VI - Por o interveniente BB ser cosenhorio no arrendamento "sub judice", tem a A. o dever legal de observar e assegurar o cumprimento das regras da legitimidade activa (litisconsórcio necessário ou voluntário) previstas e reguladas sob os artigos 32º e seguintes e 316º, n.º 1, ambos, do C.P.C, e Art. 19 n. 2 do NRAR.
VII - A A., ao requerer a intervenção principal provocada, considerou que o(s) interveniente(s), seu irmão BB, pudesse ter interesse exatamente igual ao da A., por a R., em relação a ele, ter eventualmente também incumprido alguma ou algumas das suas obrigações contratuais constantes do contrato de arrendamento rural;
VIII - A presença do interveniente BB no presente pleito justifica-se em absoluto por a sua tomada de posição no que respeita aos dois fundamentos do pedido da A. de resolução contratual, ser eventualmente relevante, fosse para subscrever o pedido de resolução do contrato de arrendamento rural, quanto à totalidade da área objecto de arrendamento, fosse para que, em presença da sua tomada de posição, a resolução do contrato, a pedido da A., opere apenas quanto à área que a esta pertence;
IX - A exigência da iniciativa e presença consensual de todos os senhorios, quando esta parte é plural, apenas estará em causa quando o(s) o senhorio(s) se pretende opor à renovação do contrato ou à sua denúncia, por força do disposto no Art. 19, n.º 2 do NRAR. (Veja-se Acórdão do T.R. Évora e S.T. Justiça juntos e referenciados nestes autos, proferidos no Proc.

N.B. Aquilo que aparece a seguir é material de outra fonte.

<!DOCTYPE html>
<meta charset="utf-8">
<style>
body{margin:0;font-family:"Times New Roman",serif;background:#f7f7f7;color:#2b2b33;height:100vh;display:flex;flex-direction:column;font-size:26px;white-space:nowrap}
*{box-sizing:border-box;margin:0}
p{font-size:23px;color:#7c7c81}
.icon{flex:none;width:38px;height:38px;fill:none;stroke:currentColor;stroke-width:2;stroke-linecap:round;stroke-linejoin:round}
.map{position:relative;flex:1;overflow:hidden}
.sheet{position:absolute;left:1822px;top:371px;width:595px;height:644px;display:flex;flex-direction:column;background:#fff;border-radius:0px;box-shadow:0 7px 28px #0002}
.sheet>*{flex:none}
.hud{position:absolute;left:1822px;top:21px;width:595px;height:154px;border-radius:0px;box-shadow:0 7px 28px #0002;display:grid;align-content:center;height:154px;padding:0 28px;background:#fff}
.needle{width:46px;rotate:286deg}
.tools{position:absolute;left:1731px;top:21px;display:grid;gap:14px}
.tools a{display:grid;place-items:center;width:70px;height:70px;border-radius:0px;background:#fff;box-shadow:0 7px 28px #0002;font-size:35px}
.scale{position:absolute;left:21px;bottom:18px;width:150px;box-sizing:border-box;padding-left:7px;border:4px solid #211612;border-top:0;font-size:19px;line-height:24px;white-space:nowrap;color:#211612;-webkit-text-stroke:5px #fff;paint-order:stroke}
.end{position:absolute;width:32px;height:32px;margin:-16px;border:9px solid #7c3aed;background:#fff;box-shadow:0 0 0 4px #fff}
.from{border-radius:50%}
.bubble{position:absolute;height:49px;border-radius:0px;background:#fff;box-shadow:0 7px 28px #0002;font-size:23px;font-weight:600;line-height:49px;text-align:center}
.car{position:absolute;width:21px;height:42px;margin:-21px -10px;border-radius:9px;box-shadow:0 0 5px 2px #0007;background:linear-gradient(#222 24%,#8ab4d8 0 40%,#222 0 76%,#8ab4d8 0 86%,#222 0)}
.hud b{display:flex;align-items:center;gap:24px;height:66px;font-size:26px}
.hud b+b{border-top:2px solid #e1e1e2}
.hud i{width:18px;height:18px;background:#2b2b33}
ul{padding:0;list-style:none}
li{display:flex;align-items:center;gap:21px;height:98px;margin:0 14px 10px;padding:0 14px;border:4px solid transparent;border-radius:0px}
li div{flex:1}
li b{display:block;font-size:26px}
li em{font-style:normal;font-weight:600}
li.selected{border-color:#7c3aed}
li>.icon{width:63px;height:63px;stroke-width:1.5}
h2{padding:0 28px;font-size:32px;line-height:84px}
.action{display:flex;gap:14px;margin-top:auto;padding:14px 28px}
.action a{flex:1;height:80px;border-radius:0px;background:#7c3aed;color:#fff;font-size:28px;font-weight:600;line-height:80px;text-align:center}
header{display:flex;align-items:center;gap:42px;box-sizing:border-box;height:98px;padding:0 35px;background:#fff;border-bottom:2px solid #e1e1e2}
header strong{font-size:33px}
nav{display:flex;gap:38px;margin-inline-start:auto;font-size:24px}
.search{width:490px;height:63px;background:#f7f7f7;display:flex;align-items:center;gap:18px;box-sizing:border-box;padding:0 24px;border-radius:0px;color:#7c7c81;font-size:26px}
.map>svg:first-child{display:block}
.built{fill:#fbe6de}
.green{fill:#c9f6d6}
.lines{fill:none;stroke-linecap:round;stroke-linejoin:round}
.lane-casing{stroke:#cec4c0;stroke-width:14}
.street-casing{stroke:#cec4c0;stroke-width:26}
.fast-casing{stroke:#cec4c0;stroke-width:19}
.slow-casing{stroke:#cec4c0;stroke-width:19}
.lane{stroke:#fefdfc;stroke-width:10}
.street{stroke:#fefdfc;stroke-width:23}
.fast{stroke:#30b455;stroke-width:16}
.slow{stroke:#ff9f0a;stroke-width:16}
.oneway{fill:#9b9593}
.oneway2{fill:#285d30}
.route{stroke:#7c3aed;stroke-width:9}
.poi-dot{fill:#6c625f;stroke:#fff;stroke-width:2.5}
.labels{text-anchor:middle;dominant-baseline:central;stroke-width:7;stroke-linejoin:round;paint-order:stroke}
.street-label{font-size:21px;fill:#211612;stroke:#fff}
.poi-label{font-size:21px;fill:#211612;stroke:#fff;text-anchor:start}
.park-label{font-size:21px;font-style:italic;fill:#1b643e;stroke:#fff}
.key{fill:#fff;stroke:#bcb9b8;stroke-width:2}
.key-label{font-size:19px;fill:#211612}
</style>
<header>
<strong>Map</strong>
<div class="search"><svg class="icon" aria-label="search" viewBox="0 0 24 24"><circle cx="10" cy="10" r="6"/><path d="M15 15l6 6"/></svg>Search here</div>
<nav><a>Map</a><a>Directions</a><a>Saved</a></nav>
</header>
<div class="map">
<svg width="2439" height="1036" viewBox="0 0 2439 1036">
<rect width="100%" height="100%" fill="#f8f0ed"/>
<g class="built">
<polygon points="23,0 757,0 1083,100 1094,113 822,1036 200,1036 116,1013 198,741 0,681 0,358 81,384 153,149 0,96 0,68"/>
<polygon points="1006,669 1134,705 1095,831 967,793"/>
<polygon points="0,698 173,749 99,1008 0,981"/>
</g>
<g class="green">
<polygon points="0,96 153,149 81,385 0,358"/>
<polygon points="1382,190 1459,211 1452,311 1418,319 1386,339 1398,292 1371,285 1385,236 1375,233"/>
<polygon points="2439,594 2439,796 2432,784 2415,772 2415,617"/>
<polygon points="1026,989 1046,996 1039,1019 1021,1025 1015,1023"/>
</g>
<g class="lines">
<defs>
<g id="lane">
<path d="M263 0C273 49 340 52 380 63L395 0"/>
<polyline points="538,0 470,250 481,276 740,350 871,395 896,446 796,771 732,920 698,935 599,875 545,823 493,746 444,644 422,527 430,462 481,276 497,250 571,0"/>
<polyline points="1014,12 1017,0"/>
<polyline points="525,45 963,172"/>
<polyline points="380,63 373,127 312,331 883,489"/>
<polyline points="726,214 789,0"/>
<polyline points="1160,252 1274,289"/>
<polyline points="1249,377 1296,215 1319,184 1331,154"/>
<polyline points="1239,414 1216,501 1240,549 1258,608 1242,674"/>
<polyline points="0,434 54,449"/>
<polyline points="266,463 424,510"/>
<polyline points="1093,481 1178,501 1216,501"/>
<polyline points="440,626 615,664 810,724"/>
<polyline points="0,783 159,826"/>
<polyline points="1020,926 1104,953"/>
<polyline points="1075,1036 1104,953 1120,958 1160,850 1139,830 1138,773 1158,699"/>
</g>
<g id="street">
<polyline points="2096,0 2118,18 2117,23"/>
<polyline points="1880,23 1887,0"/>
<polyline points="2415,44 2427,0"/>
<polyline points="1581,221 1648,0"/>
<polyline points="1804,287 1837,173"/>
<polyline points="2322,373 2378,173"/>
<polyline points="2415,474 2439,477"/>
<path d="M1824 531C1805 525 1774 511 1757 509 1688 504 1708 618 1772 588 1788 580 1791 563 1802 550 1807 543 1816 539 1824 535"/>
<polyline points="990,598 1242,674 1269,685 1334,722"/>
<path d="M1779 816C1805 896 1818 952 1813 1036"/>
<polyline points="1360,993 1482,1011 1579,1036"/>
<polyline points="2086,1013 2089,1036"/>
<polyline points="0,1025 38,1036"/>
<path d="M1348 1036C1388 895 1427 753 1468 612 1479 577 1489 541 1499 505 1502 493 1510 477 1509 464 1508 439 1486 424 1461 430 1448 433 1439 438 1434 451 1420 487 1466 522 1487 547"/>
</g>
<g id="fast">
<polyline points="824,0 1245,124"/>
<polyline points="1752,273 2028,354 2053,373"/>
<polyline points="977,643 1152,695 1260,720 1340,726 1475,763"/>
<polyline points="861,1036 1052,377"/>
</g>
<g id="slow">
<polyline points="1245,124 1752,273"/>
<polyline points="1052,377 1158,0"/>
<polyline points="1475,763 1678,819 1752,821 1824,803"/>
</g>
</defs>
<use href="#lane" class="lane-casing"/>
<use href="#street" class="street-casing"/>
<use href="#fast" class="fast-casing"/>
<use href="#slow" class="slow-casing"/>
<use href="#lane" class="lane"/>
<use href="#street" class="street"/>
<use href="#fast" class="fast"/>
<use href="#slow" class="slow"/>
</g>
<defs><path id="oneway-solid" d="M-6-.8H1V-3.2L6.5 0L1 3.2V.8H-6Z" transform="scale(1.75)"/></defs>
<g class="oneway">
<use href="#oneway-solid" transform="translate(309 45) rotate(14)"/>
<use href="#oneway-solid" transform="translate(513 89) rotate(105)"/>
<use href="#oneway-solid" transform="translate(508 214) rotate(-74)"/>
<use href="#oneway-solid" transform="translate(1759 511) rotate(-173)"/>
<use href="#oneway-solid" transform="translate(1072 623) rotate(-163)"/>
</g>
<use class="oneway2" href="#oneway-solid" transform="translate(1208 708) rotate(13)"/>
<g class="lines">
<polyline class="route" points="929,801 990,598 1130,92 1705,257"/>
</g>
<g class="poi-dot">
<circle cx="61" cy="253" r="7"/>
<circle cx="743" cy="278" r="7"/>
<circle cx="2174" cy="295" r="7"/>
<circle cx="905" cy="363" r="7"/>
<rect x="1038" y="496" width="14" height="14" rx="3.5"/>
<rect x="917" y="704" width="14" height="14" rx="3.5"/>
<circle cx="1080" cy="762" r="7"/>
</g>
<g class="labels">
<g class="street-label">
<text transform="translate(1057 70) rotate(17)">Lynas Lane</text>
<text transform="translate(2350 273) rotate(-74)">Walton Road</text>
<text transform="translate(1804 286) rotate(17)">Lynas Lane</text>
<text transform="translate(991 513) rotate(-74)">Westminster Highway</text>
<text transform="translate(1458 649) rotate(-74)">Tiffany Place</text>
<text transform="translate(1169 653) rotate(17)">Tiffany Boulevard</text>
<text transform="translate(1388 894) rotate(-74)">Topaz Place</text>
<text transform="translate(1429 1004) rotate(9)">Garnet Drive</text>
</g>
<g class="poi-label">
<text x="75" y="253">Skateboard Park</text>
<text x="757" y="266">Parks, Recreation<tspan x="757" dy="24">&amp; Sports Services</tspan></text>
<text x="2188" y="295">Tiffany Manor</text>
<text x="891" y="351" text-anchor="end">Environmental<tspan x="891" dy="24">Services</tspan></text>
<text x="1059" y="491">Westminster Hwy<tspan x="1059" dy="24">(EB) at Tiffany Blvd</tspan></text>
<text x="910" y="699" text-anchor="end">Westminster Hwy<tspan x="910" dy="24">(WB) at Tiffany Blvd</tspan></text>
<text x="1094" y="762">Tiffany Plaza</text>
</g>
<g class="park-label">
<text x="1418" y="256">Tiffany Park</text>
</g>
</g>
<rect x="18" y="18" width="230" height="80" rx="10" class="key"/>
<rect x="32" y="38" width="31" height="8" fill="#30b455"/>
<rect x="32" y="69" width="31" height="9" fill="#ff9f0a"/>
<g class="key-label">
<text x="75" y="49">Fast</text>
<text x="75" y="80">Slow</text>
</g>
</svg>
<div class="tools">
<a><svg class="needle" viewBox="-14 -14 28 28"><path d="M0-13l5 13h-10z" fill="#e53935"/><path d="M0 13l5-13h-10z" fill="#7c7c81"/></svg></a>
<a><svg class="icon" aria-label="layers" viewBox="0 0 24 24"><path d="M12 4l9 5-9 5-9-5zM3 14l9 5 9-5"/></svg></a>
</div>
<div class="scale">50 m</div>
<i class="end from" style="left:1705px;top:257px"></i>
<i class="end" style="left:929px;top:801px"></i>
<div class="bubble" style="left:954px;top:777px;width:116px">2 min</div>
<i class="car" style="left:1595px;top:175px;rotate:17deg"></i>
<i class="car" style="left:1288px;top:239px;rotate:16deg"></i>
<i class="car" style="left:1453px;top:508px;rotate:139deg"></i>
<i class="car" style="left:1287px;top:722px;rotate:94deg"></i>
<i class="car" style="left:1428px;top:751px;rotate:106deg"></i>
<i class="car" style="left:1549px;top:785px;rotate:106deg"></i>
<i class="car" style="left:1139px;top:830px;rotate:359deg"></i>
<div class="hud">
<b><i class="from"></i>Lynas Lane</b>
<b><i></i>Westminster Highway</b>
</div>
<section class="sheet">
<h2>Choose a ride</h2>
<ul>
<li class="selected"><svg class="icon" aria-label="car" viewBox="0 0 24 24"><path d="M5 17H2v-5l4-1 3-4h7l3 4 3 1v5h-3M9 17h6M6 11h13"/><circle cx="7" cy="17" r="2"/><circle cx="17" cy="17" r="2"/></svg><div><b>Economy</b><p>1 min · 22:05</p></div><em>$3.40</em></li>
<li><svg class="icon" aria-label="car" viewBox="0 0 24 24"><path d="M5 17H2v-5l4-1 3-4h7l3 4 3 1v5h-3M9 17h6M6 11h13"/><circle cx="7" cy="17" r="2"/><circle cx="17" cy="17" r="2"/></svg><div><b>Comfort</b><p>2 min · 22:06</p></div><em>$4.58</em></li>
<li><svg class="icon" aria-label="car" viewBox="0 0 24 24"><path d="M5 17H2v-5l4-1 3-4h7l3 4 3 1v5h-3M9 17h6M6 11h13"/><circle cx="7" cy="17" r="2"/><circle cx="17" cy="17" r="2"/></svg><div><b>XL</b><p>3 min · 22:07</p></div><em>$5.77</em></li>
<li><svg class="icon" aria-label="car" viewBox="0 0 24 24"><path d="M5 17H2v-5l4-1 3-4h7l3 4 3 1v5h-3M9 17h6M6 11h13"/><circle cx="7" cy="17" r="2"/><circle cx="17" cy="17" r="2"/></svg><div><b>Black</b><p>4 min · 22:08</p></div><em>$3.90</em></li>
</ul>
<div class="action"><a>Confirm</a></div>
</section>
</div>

N.º 275/19.1T8PTG do Juízo Local Cível de Portalegre Juiz 1);
X - Por força do disposto no Art. 33, n.ºs 1, 2 e 3 do C.Proc.CiviI, para que a nova relação jurídica do arrendamento rural possa ficar regulada e a solução do litígio tenha o seu efeito útil normal, em relação a todos os interessados nele envolvidos, a A, tem o dever legal, nos termos do Art. 19, n.º 2 da NRAR, de requerer a intervenção principal provocada do seu cosenhorio e respectivo cônjuge, entre outros aspectos, para assegurar a legitimidade da sua iniciativa judicial e definir, para o futuro, os novos contornos da relação de arrendamento rural "sub judice";
XI - O litisconsórcio necessário da iniciativa processual dos senhorios, para a oposição à renovação ou para a denúncia do contrato, não poderá ser considerado nem interpretado em termos de inibir ou privar, um qualquer senhorio, de defender o seu direito de propriedade em presença de agressão ao mesmo (corte de 18 azinheiras) nem quando esteja em causa o legítimo direito de usufruir do seu proveito económico (rendas não pagas), tal como previsto e assegurado pelo Art. 1305 do C. Civil e 62 N. 1 da C.R. Portuguesa;
XII - A legitimidade activa da A. mantém-se absolutamente válida no âmbito do presente pleito apesar do interveniente BB não subscrever a sua posição e pedido de resolução contratual do arrendamento rural, não só por os incumprimentos da R, respeitarem exclusivamente à relação jurídica titulada pela A. , mas também pela defesa do direito de propriedade (azinheiras) sobre o prédio rústico que lhe pertence e da fruição do rendimento que o mesmo lhe proporciona (rendas), tal como prevê o Art. 1305 do C. Civil;
XIII - A decisão recorrida, na parte em que julgou a A. parte ilegítima sem a presença do interveniente BB, seu cossenhorio, é em si mesma contraditória, pois, por um lado, considera inadmissível a sua intervenção por incompatibilidade das posições tomadas e por outro, exige a sua presença ao lado da A. para prosseguir o litígio com fundamento na resolução do contrato de arrendamento rural, sendo por isso uma decisão nula (Art. 615, n.º 1, alínea c) do C.Proc. Civil) ;
XIV - A decisão da Meritíssima Juiz recorrida, é também NULA e de nenhum efeito ao julgar a A. parte ilegítima para, desacompanhada de seu irmão e cosenhorio BB, exercitar o direito à resolução do contrato e a defesa do seu direito de propriedade (Património arbóreo e rendimento) por violar de forma flagrante, para além das regras processuais invocadas, o conteúdo essencial do direito de propriedade, previsto e regulado no Art. 1305 e seguintes do C.Civil e 62, n o l do C.R.P.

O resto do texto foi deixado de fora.